▶ _Your goal_
Your answer should consist of the lines in the data below that contain "Directions".
● ● ● ● ● ● ●
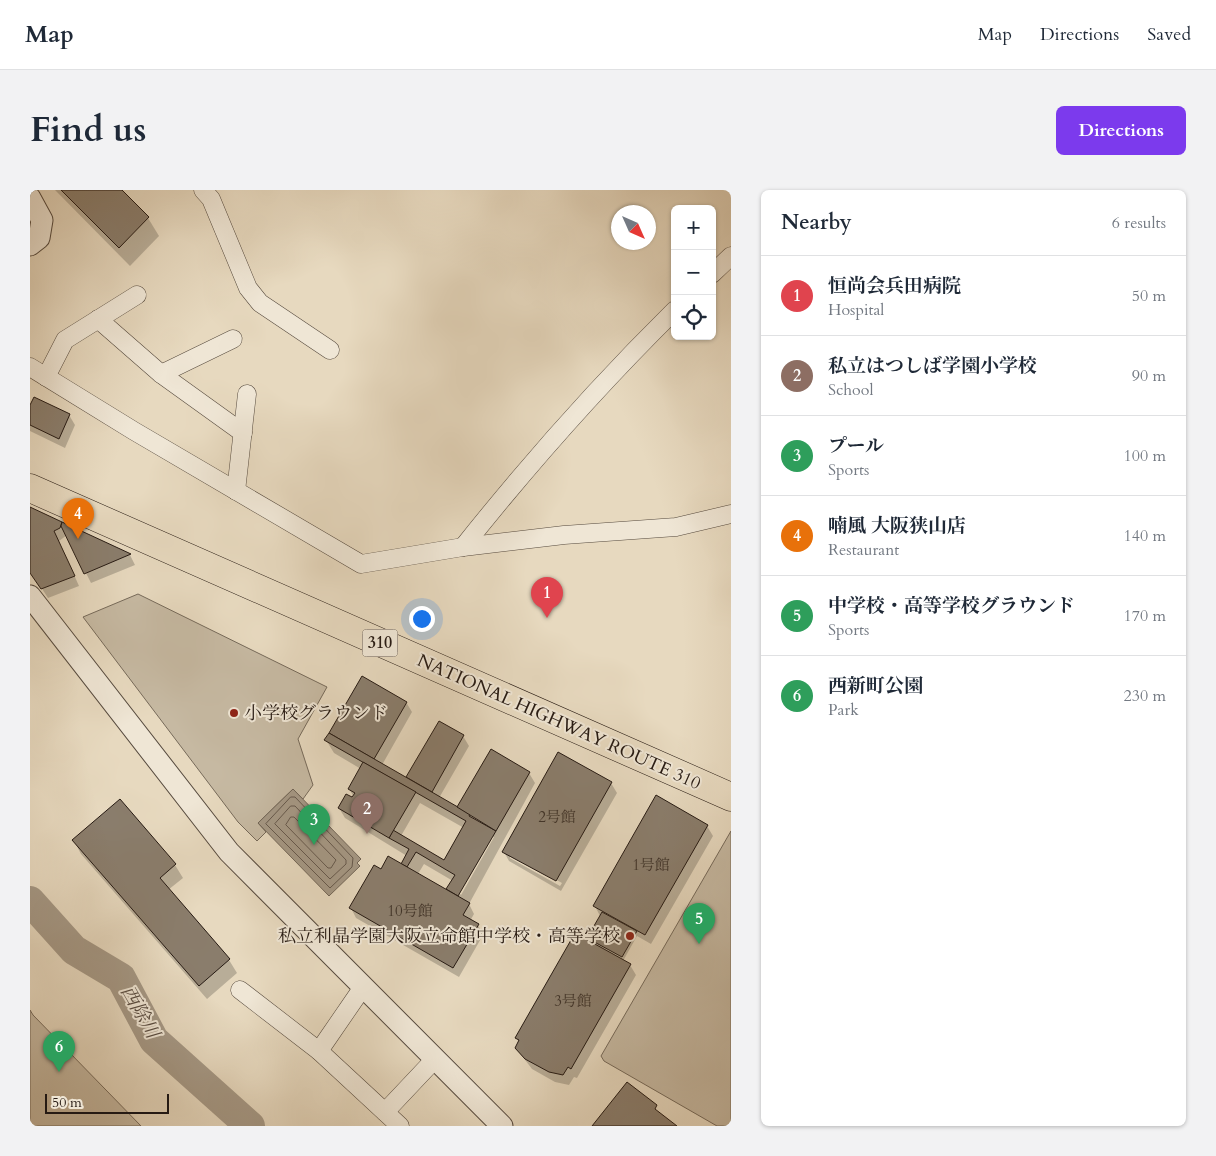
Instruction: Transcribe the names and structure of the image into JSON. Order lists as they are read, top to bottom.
{
  "streets": {
    "highway": ["310", "NATIONAL HIGHWAY ROUTE 310"]
  },
  "water": ["西除川"],
  "places": ["小学校グラウンド", "私立利晶学園大阪立命館中学校・高等学校"],
  "house_numbers": [
    "2号館",
    "1号館",
    "10号館",
    "3号館"
  ],
  "scale_bar": "50 m",
  "north": "bottom right",
  "page": {
    "header": "Map",
    "nav": ["Map", "Directions", "Saved"],
    "title": "Find us",
    "buttons": "Directions",
    "heading": ["Nearby", "6 results"],
    "map_buttons": ["+", "−"],
    "list": [
      {
        "mark": "1",
        "name": "恒尚会兵田病院",
        "note": "Hospital",
        "value": "50 m"
      },
      {
        "mark": "2",
        "name": "私立はつしば学園小学校",
        "note": "School",
        "value": "90 m"
      },
      {
        "mark": "3",
        "name": "プール",
        "note": "Sports",
        "value": "100 m"
      },
      {
        "mark": "4",
        "name": "喃風 大阪狭山店",
        "note": "Restaurant",
        "value": "140 m"
      },
      {
        "mark": "5",
        "name": "中学校・高等学校グラウンド",
        "note": "Sports",
        "value": "170 m"
      },
      {
        "mark": "6",
        "name": "西新町公園",
        "note": "Park",
        "value": "230 m"
      }
    ],
    "pins": [
      "4",
      "1",
      "2",
      "3",
      "5",
      "6"
    ],
    "scale": "50 m"
  }
}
● ● ● ● ● ● ●
▶ _Exercise response_
    "nav": ["Map", "Directions", "Saved"],
    "buttons": "Directions",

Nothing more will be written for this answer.